Bring Them Down è il lungometraggio d’esordio del regista Christopher Andrews, in concorso nella categoria Progressive Cinema della Diciannovesima Festa del Cinema di Roma. Il film è un thriller carico di violenza esplicita, forte tra i personaggi e, tristemente, inaudita verso gli innocenti animali. La visione pone una sfida anche agli stomaci più duri. Chi, nonostante tutto, continua a sostenerla si domanda se alla fine essa rivelerà una funzione moralizzante sugli angosciati individui che popolano l’arido universo di Andrews, oppure se, per lo meno, il suo esaurirsi condurrà, verso il finale, ad un’alterazione del campo di forze, allo smantellamento del precario equilibrio di partenza per l’instaurarsi un sistema rinnovato, anche se altrettanto instabile.
Purtroppo, Bring Them Down non riuscirà a soddisfare (o forse non si è mai proposto di farlo) le aspettative dello spettatore, che si ritroverà interdetto ed attonito di fronte allo scorrere dei titoli di coda. Michael, a fine film, continuerà a sentirsi incompreso, solo al mondo. Le sue uniche preoccupazioni saranno ancora la cagionevole salute del padre e il gregge, che, questa volta però, decimato da Jack e suo cugino Lee (Aaron Heffernan), sarà da rimettere – si badi, letteralmente – in piedi. Per quanto riguarda Caroline (Nora-Jane Noone) poi, amore giovanile di Michael, la sua decisione di trasferirsi nella città di Cork per lavoro e di separarsi dal marito Gary sarà già stata posta come premessa ad inizio film; la successiva, improvvisa incursione del protagonista nella sua vita familiare, pertanto, non vi avrà giocato alcun ruolo. Qual è, dunque, se è stato effettivamente pensato, il viaggio interiore che Andrews e il co-sceneggiatore Jonathan Hourigan avrebbero voluto far compiere ai loro personaggi e, conseguentemente, al pubblico?

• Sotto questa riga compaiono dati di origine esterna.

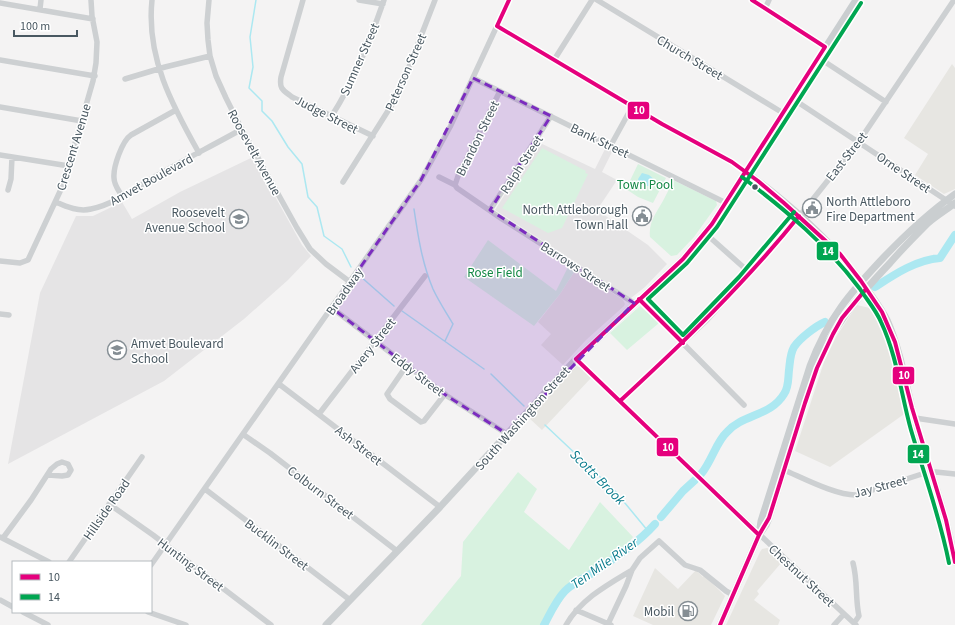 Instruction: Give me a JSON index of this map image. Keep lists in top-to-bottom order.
{
  "streets": {
    "main road": ["South Washington Street"],
    "street": [
      "Church Street",
      "Sumner Street",
      "Peterson Street",
      "Judge Street",
      "Brandon Street",
      "Bank Street",
      "Crescent Avenue",
      "Roosevelt Avenue",
      "East Street",
      "Ralph Street",
      "Orne Street",
      "Amvet Boulevard",
      "Barrows Street",
      "Broadway",
      "Avery Street",
      "Eddy Street",
      "Ash Street",
      "Jay Street",
      "Colburn Street",
      "Hillside Road",
      "Bucklin Street",
      "Hunting Street",
      "Chestnut Street"
    ]
  },
  "crossings": [
    ["Church Street", "South Washington Street"],
    ["Sumner Street", "Judge Street"],
    ["Peterson Street", "Judge Street"],
    ["Brandon Street", "Bank Street"],
    ["Brandon Street", "Barrows Street"],
    ["Bank Street", "Ralph Street"],
    ["Bank Street", "Broadway"],
    ["Bank Street", "South Washington Street"],
    ["Crescent Avenue", "Amvet Boulevard"],
    ["Roosevelt Avenue", "Amvet Boulevard"],
    ["Roosevelt Avenue", "Broadway"],
    ["East Street", "Orne Street"],
    ["East Street", "Barrows Street"],
    ["East Street", "Chestnut Street"],
    ["Ralph Street", "Barrows Street"],
    ["Orne Street", "South Washington Street"],
    ["Barrows Street", "South Washington Street"],
    ["Broadway", "Eddy Street"],
    ["Broadway", "Ash Street"],
    ["Broadway", "Colburn Street"],
    ["Broadway", "Bucklin Street"],
    ["Broadway", "Hunting Street"],
    ["Avery Street", "Eddy Street"],
    ["Avery Street", "Ash Street"],
    ["Eddy Street", "South Washington Street"],
    ["South Washington Street", "Ash Street"],
    ["South Washington Street", "Colburn Street"],
    ["South Washington Street", "Bucklin Street"],
    ["South Washington Street", "Chestnut Street"],
    ["Hillside Road", "Hunting Street"]
  ],
  "water": ["Scotts Brook", "Ten Mile River"],
  "parks": ["Town Pool", "Rose Field"],
  "places": {
    "public building": ["North Attleboro Fire Department", "North Attleborough Town Hall"],
    "school or university": ["Roosevelt Avenue School", "Amvet Boulevard School"],
    "fuel station": ["Mobil"]
  },
  "lines": ["transit line 10", "transit line 14"],
  "legend": ["10", "14"],
  "scale_bar": "100 m"
} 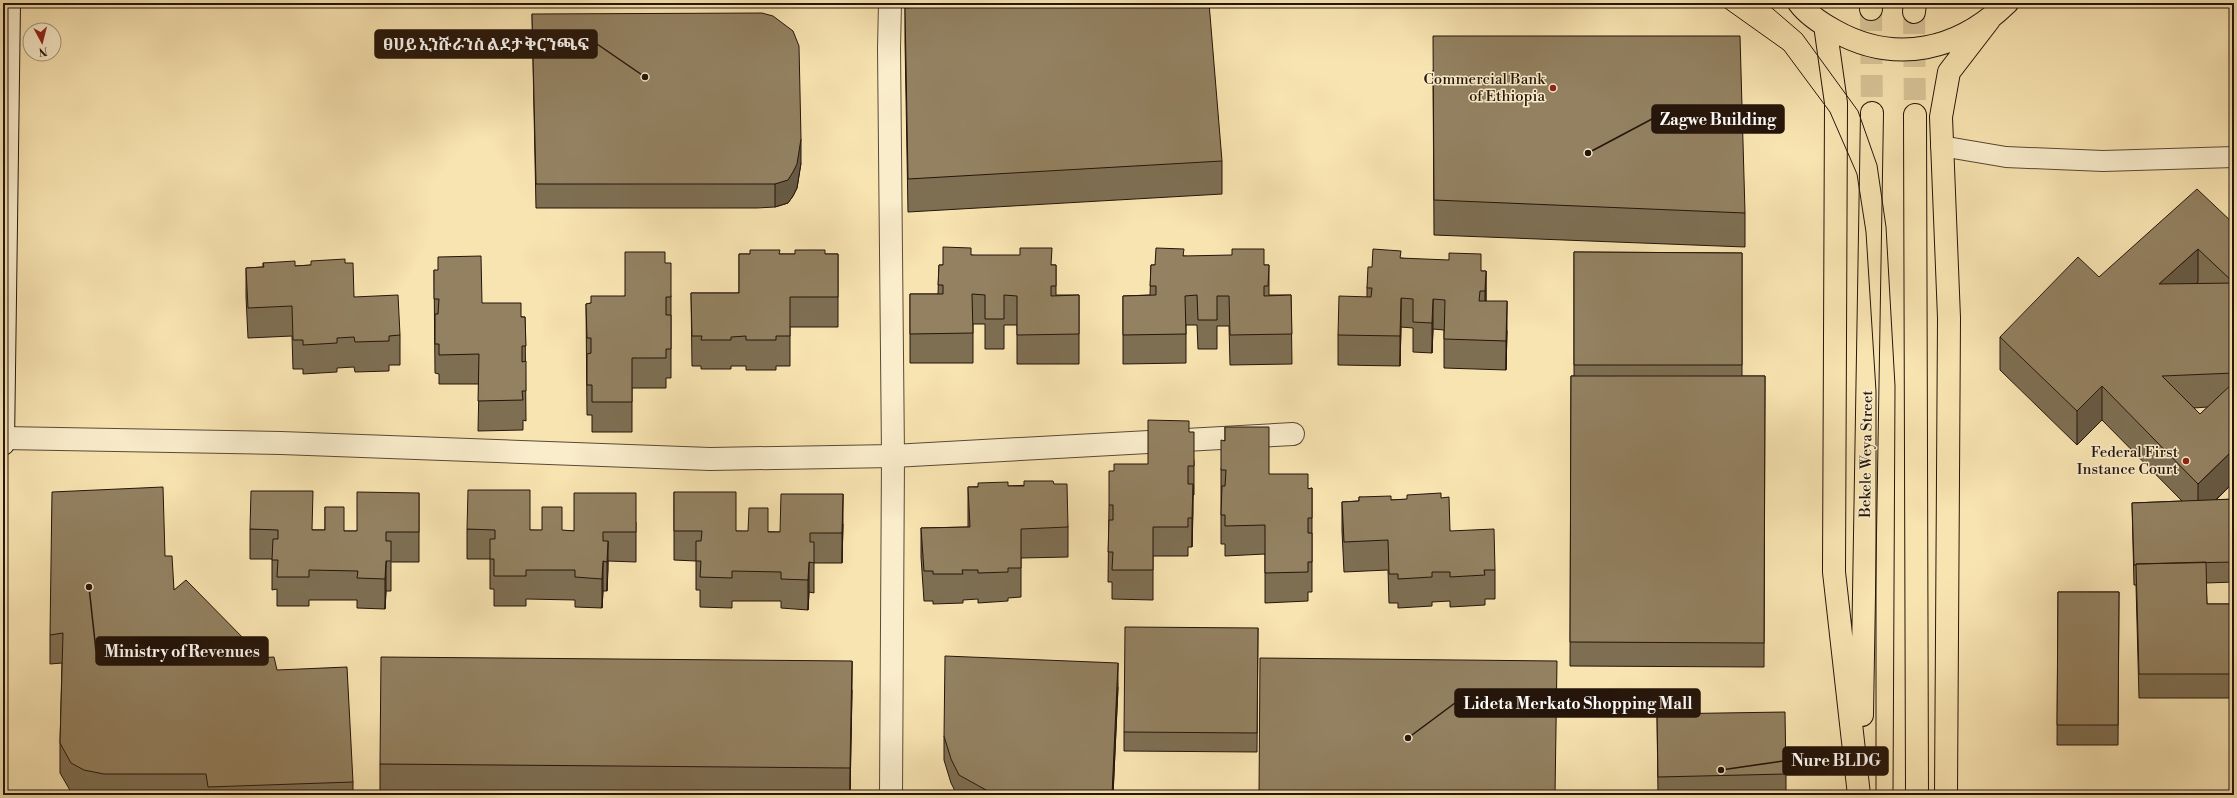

Pur nella sua incertezza narrativa, l’opera di Andrews si presenta come un buon esempio di cinema. L’Irlanda rurale viene ripresa con maestria, in tutta la sua grigia bellezza, dal direttore della fotografia Nick Cooke, mentre la colonna sonora di Hannah Peel enfatizza l’attrattiva tensione che – di questo bisogna dar merito – Andrews e Hourigan sono riusciti a costruire. Altra nota di merito, esaminando il divisivo oggetto che è Bring Them Down, va rivolta alla performance di Abbott, per la quale i connotati dell’interprete si dissolvono in quelli del suo personaggio, di cui vediamo dispiegarsi vive sullo schermo la frustrazione e l’alienazione che lo tengono ostaggio.
Andrews, che con la sua prima prova al lungometraggio è riuscito, senza dubbio, a dimostrare la padronanza della macchina cinematografica, dovrebbe ora meglio definire la direzione della propria autorialità. Bring Them Down ne rimane solo un assaggio.